[Collection entries]
-------------------------

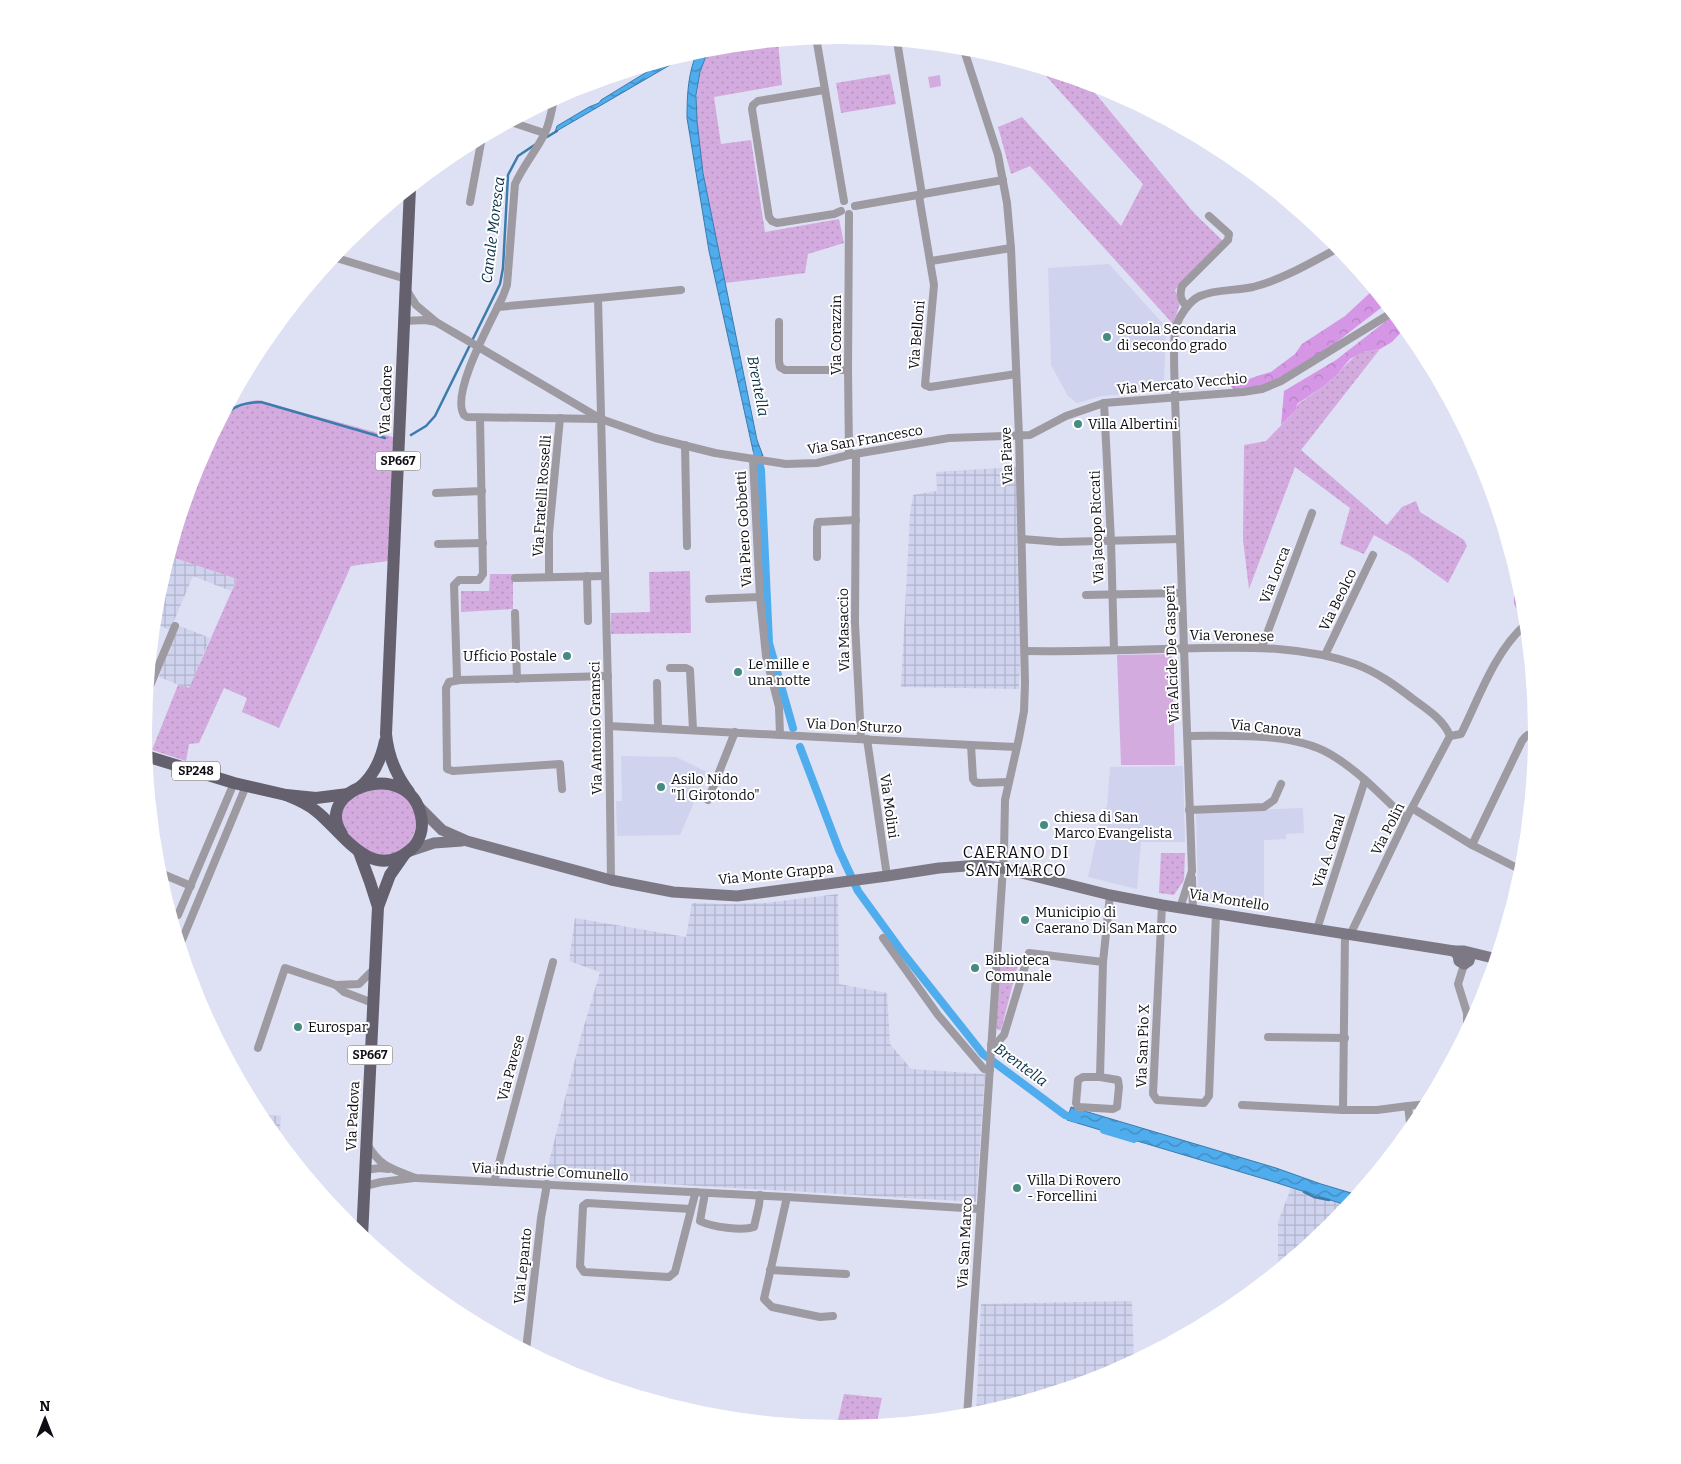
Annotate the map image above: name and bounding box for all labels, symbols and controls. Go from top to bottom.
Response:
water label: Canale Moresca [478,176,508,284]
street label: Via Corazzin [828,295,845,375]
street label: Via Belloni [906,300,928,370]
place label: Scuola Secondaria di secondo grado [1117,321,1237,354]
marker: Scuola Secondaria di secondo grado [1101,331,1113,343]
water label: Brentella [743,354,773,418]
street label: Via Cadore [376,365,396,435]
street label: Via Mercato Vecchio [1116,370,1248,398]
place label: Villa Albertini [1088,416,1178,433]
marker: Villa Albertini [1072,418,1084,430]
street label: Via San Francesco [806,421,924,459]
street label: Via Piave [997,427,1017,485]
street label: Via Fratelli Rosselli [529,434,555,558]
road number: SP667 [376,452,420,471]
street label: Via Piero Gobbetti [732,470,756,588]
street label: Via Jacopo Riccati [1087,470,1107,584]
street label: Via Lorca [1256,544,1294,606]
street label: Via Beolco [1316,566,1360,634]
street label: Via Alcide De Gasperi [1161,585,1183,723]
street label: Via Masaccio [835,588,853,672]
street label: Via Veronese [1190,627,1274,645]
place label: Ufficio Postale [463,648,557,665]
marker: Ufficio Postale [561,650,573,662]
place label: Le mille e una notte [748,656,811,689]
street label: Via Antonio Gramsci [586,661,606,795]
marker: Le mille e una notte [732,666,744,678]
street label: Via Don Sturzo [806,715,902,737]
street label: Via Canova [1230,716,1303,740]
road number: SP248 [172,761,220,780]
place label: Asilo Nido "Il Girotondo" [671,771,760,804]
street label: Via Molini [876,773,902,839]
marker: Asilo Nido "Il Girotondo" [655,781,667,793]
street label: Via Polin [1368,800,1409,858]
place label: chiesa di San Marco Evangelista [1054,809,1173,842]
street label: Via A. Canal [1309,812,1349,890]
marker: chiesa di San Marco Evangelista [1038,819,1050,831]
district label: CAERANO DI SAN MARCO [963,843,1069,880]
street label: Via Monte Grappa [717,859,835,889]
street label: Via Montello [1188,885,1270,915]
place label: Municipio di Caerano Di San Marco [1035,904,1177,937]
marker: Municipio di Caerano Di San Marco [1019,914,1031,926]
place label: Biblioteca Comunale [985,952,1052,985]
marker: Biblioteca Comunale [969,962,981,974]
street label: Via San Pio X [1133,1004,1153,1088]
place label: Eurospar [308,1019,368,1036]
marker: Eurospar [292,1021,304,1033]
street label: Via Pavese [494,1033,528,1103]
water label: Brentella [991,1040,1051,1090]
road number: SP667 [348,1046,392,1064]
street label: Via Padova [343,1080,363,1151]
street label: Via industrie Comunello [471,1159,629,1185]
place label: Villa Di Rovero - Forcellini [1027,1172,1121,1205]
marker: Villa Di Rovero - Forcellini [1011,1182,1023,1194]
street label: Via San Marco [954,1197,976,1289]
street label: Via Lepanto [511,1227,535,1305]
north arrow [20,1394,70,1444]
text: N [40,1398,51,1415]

-------------------------

• [WORK INSTRUCTIONS]: Each entry above should be given again exactly, with its pictures omitted.

• [SOLVED PROBLEM]:
Annotate the map image above: name and bounding box for all labels, symbols and controls. Go from top to bottom.
Response:
water label: Canale Moresca [478,176,508,284]
street label: Via Corazzin [828,295,845,375]
street label: Via Belloni [906,300,928,370]
place label: Scuola Secondaria di secondo grado [1117,321,1237,354]
marker: Scuola Secondaria di secondo grado [1101,331,1113,343]
water label: Brentella [743,354,773,418]
street label: Via Cadore [376,365,396,435]
street label: Via Mercato Vecchio [1116,370,1248,398]
place label: Villa Albertini [1088,416,1178,433]
marker: Villa Albertini [1072,418,1084,430]
street label: Via San Francesco [806,421,924,459]
street label: Via Piave [997,427,1017,485]
street label: Via Fratelli Rosselli [529,434,555,558]
road number: SP667 [376,452,420,471]
street label: Via Piero Gobbetti [732,470,756,588]
street label: Via Jacopo Riccati [1087,470,1107,584]
street label: Via Lorca [1256,544,1294,606]
street label: Via Beolco [1316,566,1360,634]
street label: Via Alcide De Gasperi [1161,585,1183,723]
street label: Via Masaccio [835,588,853,672]
street label: Via Veronese [1190,627,1274,645]
place label: Ufficio Postale [463,648,557,665]
marker: Ufficio Postale [561,650,573,662]
place label: Le mille e una notte [748,656,811,689]
street label: Via Antonio Gramsci [586,661,606,795]
marker: Le mille e una notte [732,666,744,678]
street label: Via Don Sturzo [806,715,902,737]
street label: Via Canova [1230,716,1303,740]
road number: SP248 [172,761,220,780]
place label: Asilo Nido "Il Girotondo" [671,771,760,804]
street label: Via Molini [876,773,902,839]
marker: Asilo Nido "Il Girotondo" [655,781,667,793]
street label: Via Polin [1368,800,1409,858]
place label: chiesa di San Marco Evangelista [1054,809,1173,842]
street label: Via A. Canal [1309,812,1349,890]
marker: chiesa di San Marco Evangelista [1038,819,1050,831]
district label: CAERANO DI SAN MARCO [963,843,1069,880]
street label: Via Monte Grappa [717,859,835,889]
street label: Via Montello [1188,885,1270,915]
place label: Municipio di Caerano Di San Marco [1035,904,1177,937]
marker: Municipio di Caerano Di San Marco [1019,914,1031,926]
place label: Biblioteca Comunale [985,952,1052,985]
marker: Biblioteca Comunale [969,962,981,974]
street label: Via San Pio X [1133,1004,1153,1088]
place label: Eurospar [308,1019,368,1036]
marker: Eurospar [292,1021,304,1033]
street label: Via Pavese [494,1033,528,1103]
water label: Brentella [991,1040,1051,1090]
road number: SP667 [348,1046,392,1064]
street label: Via Padova [343,1080,363,1151]
street label: Via industrie Comunello [471,1159,629,1185]
place label: Villa Di Rovero - Forcellini [1027,1172,1121,1205]
marker: Villa Di Rovero - Forcellini [1011,1182,1023,1194]
street label: Via San Marco [954,1197,976,1289]
street label: Via Lepanto [511,1227,535,1305]
north arrow [20,1394,70,1444]
text: N [40,1398,51,1415]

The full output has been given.